Reuters Haber Ajansı, İspanya Başbakanı Mariano Rajoy’un dün Madrid’de Filistin Devlet Başkanı Mahmud Abbas’la bir dizi görüşmeler yaptığını açıkladı.
İki liderin mevcut uluslararası konuları ve Ekim ayında Kahire’de imzalanan Filistin Ulusal Mutabakat Anlaşmasını ele almaları bekleniyor. Gündem, İspanya ile finanse edilen kalkınma programlarını da içeriyor.
Devlet Başkanı Abbas’ın İspanya’ya yaptığı en son ziyaret 2016’nın Aralık ayında gerçekleşmişti. Öte yandan bir Hamas Siyasi Bürosu üyesi, Kahire’deki Filistin gruplarının Lübnan Hizbullah’ını terör örgütü olarak nitelendirmemeyi görüşeceklerini açıklaması tartışmaya neden oldu.

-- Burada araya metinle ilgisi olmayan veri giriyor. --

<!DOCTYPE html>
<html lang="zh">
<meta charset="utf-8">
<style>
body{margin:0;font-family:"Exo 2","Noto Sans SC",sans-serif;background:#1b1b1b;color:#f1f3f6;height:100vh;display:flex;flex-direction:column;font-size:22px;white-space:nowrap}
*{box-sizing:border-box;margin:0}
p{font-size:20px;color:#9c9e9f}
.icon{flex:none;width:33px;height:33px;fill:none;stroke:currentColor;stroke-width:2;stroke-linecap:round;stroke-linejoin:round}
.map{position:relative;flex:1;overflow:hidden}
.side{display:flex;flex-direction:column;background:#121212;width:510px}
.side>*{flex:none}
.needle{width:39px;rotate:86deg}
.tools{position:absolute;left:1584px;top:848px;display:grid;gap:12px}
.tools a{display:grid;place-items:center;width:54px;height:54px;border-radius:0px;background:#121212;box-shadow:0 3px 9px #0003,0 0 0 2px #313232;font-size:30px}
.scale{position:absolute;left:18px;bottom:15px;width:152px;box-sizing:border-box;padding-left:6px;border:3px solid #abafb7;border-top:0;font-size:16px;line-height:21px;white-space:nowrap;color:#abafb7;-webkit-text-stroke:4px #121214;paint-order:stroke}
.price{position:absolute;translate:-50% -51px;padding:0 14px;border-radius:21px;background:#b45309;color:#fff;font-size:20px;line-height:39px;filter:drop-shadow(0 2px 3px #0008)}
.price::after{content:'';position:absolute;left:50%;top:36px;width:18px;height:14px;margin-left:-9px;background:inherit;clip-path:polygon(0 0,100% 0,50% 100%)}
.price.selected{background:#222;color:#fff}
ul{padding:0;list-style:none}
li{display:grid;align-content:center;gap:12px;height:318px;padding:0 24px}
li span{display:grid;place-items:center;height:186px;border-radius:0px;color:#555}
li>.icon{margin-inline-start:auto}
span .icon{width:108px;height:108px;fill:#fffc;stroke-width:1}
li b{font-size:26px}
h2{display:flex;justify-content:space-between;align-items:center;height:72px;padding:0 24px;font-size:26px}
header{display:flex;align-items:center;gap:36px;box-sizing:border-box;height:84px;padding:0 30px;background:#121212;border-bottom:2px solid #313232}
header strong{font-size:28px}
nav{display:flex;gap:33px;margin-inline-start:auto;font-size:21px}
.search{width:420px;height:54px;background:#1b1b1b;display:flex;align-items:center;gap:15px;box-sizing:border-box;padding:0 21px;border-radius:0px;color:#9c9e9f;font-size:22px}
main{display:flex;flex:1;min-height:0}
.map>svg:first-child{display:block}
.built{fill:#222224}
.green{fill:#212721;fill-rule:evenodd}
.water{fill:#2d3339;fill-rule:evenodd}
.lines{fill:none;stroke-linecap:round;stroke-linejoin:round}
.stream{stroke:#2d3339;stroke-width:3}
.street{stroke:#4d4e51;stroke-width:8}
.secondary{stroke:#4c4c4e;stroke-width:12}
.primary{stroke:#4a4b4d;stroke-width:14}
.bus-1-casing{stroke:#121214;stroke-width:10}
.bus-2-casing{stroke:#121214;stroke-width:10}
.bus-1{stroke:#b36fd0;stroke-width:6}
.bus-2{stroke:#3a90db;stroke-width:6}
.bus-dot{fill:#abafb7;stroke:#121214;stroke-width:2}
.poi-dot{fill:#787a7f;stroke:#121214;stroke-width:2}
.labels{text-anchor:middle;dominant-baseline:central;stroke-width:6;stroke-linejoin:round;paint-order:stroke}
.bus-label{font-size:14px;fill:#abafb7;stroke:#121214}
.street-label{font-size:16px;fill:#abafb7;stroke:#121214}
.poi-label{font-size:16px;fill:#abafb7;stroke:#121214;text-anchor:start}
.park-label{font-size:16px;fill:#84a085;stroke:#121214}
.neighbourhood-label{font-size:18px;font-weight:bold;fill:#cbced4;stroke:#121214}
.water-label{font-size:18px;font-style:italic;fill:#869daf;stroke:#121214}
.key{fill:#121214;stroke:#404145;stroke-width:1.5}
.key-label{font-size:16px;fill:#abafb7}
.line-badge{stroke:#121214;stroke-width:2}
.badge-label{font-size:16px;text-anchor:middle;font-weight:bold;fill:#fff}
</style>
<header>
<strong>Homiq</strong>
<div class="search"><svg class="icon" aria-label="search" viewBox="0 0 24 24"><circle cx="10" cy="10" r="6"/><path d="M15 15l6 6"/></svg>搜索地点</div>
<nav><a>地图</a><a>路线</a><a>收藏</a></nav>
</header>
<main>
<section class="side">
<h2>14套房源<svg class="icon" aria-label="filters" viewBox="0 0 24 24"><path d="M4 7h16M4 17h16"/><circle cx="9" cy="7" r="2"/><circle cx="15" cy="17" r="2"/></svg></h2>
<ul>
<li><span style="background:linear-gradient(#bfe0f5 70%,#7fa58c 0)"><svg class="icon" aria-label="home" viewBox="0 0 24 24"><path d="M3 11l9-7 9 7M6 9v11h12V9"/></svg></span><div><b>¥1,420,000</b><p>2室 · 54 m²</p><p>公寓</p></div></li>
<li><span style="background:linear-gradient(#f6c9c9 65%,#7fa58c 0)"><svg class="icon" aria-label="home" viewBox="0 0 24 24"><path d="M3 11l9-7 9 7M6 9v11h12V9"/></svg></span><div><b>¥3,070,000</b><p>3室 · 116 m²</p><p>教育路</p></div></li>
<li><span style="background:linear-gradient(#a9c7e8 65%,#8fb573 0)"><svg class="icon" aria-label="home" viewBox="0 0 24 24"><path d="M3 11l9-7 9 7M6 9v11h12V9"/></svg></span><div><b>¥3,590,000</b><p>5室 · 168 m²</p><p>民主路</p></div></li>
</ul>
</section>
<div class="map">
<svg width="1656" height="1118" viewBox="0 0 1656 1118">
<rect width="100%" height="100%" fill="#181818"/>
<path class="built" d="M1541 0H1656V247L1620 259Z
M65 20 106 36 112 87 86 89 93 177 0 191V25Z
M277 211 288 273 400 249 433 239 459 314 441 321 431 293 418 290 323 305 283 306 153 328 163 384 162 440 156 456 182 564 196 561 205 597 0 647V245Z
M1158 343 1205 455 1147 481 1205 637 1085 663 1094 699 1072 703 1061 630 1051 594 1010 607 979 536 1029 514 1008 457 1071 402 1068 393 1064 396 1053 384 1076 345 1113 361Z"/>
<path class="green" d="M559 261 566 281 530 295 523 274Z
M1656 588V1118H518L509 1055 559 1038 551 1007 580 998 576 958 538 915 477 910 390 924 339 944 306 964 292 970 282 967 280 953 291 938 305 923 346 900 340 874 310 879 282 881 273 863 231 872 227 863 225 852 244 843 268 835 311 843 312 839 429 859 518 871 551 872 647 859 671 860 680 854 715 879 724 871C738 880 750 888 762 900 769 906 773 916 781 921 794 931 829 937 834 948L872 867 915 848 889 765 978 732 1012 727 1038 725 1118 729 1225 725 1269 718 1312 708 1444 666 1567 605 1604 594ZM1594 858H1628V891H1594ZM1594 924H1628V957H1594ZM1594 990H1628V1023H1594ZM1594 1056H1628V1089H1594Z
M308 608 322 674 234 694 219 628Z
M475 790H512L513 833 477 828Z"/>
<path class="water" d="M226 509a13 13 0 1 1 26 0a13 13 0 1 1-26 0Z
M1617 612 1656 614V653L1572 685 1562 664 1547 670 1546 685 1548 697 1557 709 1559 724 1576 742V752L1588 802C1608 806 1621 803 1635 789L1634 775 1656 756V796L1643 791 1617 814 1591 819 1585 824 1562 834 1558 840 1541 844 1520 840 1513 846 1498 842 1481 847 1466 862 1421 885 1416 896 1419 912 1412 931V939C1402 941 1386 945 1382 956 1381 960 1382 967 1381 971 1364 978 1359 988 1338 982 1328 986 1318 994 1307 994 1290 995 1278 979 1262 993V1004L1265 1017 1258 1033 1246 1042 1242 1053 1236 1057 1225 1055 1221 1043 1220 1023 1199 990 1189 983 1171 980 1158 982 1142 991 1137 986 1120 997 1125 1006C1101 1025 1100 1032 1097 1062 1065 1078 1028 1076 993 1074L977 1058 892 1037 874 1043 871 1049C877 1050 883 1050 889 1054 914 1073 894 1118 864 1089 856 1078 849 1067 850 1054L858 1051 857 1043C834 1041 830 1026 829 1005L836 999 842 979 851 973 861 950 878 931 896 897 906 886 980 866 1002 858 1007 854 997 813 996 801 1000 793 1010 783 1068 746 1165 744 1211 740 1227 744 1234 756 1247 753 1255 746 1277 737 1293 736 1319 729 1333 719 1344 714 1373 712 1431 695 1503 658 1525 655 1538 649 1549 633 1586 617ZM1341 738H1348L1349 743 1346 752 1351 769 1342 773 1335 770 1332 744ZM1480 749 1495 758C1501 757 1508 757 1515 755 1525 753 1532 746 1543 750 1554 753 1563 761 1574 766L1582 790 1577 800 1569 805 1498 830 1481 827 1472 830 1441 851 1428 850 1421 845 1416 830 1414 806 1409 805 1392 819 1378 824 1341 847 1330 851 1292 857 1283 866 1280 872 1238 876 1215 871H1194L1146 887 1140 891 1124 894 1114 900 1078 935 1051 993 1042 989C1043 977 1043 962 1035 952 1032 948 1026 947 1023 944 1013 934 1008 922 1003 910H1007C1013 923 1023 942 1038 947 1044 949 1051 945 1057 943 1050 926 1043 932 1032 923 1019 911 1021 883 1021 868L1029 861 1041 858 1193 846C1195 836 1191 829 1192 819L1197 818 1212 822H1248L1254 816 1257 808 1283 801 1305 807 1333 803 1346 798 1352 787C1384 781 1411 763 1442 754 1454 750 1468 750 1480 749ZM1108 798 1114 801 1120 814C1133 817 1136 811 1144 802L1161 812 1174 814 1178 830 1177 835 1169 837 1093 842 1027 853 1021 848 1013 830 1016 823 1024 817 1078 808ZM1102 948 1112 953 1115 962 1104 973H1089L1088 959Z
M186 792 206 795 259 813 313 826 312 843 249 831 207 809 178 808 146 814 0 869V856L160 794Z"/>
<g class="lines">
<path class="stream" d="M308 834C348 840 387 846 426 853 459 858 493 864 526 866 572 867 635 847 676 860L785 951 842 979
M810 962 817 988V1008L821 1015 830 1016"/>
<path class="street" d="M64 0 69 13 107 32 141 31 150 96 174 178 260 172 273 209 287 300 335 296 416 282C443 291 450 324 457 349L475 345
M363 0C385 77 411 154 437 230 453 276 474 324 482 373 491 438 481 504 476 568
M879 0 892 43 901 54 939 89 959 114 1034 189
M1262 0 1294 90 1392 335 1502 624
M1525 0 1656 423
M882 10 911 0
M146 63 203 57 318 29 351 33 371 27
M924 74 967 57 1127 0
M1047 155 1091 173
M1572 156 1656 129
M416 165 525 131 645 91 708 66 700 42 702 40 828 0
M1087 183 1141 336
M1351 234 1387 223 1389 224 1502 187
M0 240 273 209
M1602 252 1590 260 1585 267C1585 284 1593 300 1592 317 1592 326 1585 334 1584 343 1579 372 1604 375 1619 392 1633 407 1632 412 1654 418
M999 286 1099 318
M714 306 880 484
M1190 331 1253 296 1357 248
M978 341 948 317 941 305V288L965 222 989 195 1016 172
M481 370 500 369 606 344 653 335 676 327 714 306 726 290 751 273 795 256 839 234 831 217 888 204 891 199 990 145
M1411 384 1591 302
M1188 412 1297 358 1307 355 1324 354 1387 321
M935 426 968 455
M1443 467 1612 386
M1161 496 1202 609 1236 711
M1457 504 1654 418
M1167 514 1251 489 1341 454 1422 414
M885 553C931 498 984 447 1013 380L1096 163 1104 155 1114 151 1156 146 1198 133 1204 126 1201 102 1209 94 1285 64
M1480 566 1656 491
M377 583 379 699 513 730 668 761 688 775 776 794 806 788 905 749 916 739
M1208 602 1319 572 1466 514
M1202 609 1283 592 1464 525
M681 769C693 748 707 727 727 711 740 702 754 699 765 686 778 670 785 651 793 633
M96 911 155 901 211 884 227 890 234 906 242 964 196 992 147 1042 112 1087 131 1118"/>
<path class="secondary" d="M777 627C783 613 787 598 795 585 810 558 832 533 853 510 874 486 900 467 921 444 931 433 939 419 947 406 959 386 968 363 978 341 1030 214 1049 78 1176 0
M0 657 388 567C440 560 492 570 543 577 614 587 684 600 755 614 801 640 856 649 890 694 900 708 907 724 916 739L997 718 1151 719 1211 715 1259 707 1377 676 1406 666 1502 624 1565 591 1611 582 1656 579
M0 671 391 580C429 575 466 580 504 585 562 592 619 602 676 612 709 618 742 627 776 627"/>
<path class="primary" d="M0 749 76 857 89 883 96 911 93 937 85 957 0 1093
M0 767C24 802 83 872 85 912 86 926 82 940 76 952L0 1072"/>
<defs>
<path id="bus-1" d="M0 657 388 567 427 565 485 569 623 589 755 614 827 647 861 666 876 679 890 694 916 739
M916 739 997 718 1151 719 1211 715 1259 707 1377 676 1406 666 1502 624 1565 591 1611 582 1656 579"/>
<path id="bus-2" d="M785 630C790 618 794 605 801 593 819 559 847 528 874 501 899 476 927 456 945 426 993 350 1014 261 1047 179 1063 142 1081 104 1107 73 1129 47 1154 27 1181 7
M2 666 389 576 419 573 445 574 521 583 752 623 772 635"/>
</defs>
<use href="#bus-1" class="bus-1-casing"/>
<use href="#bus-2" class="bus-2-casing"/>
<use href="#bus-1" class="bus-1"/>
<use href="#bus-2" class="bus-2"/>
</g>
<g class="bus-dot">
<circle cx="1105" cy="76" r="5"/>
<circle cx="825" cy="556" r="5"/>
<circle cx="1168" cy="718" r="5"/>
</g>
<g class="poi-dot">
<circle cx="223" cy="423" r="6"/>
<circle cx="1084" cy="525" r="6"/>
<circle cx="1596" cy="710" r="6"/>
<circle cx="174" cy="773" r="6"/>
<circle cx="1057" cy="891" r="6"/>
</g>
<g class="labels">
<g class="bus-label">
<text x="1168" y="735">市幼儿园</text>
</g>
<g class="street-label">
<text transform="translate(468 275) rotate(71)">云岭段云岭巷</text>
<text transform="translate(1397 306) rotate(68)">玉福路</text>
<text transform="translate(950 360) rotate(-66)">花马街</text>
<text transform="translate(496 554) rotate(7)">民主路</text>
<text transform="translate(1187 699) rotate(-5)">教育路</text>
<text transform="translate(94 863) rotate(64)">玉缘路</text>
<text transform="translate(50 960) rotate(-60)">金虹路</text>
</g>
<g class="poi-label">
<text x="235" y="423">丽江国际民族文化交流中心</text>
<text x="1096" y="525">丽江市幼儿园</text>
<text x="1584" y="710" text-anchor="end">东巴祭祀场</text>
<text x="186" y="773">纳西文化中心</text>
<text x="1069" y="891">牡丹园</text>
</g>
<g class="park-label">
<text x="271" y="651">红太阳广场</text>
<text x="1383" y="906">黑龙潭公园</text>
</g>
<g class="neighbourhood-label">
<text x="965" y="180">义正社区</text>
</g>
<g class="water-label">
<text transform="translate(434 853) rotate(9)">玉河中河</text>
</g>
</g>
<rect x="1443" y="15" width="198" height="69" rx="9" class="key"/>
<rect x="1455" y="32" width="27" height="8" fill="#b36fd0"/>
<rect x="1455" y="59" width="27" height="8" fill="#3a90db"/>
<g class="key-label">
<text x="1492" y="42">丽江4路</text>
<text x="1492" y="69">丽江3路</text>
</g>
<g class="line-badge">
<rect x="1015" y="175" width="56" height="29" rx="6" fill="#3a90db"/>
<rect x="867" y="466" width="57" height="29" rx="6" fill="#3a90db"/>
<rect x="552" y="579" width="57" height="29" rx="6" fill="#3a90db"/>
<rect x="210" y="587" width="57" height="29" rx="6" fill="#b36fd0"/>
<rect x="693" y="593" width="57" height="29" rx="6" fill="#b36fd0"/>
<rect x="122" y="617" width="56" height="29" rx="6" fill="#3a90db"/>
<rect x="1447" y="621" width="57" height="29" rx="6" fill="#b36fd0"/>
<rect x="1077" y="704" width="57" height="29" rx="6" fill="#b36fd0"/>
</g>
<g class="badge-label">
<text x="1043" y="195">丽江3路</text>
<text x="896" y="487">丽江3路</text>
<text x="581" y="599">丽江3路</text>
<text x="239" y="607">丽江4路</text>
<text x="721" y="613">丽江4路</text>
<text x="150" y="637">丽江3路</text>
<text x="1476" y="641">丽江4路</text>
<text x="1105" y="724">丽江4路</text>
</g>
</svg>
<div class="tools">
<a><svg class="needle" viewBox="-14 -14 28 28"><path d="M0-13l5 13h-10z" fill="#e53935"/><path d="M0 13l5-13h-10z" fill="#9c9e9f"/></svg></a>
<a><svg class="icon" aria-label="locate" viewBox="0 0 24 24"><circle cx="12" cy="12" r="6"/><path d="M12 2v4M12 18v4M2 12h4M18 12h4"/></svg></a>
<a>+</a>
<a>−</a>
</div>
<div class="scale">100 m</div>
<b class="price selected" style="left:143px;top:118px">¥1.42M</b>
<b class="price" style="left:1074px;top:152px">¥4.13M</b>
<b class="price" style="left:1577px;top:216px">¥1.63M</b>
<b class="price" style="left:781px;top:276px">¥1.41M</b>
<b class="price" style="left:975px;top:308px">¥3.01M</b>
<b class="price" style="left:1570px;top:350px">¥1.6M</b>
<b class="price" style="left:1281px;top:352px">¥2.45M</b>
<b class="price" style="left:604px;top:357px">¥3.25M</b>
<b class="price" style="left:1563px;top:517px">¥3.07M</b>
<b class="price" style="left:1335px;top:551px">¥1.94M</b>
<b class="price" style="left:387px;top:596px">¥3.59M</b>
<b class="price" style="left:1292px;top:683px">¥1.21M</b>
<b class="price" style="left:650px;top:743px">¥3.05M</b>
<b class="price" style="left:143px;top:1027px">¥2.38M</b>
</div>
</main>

Hamas Siyasi Bürosu Başkanı Musa Ebu Merzuk, resmi Twitter hesabından, Filistin Diyalog Konferansının gündemindeki ilk husus “Hizbullah’ın, terör örgütü olmadığı” mesajıydı. Ebu Merzuk, bu tanımlamanın artık geride kaldığını ve gidişatımızı ve Arab siyasetini kollektif bir şekilde “Filistin ve Kudüs’e odaklamak gerektiğini” ifade etti.
Ebu Merzuk, Arap Dışişleri Bakanları’nın Hizbullah’ı terör örgütü olarak nitelemesine ilişkin Hamas’ın tutumunu dile getirdi.
Hizbullah, Arap Dışişleri Bakanları Toplantısında, Arap ülkelerindeki terörist grupları gelişmiş silahlar ve Balistik füzelerle desteklemekle suçlanmıştı. Bakanlar terörist gruplara
Bahreyn’de İran Devrim Muhafızları ve Lübnan Hizbullah’ı tarafından eğitim ve mali destek verilmesini kınamışlardı.
Hamas’ın bu nitelemeyi kabul etmemesi şaşırtıcı değil; zira Ebu Merzuk örgütünün Hizbullah ile aynı duruma düşmesinden korkuyor.
İran’a yakınlığıyla bilinen İslami Cihad Hareketi de Hamas’ın tutumuna destek verdi ve Hizbullah’ı bir terör örgütü olarak görmediğini yineledi.
Örgüt’ten yapılan açıklamada, Dışişleri Bakanlarının Kahire’deki toplantı sonunda yaptıkları açıklamada herhangi bir kınamanın ve Filistin’e yapılanlardan dolayı Siyonist aleyhtarı söylemlerin olmamasını eleştirildi. İslami Cihad, Lübnan Hizbullahı’nın terör örgütü olarak sayılmasını kınadı ve bu kararla düşman Siyonist güçlere hizmet edildiğini söyledi. Ayrıca Arap toplumunun bu gibi kararlarla ümmet düşmanlarına hizmet edeceğini ve bölgede fitnenin körüklenmesi ve mezhepçi çatışmalara meşruiyet sağlayacağını iddia etti.
Esed rejimine yakın olan Halk Cephesi ise, Hizbullah’ın “terörist” olarak tanımlanmasını Arap toplumunun tamamına yapılmış bir düşmanlık olarak niteledi.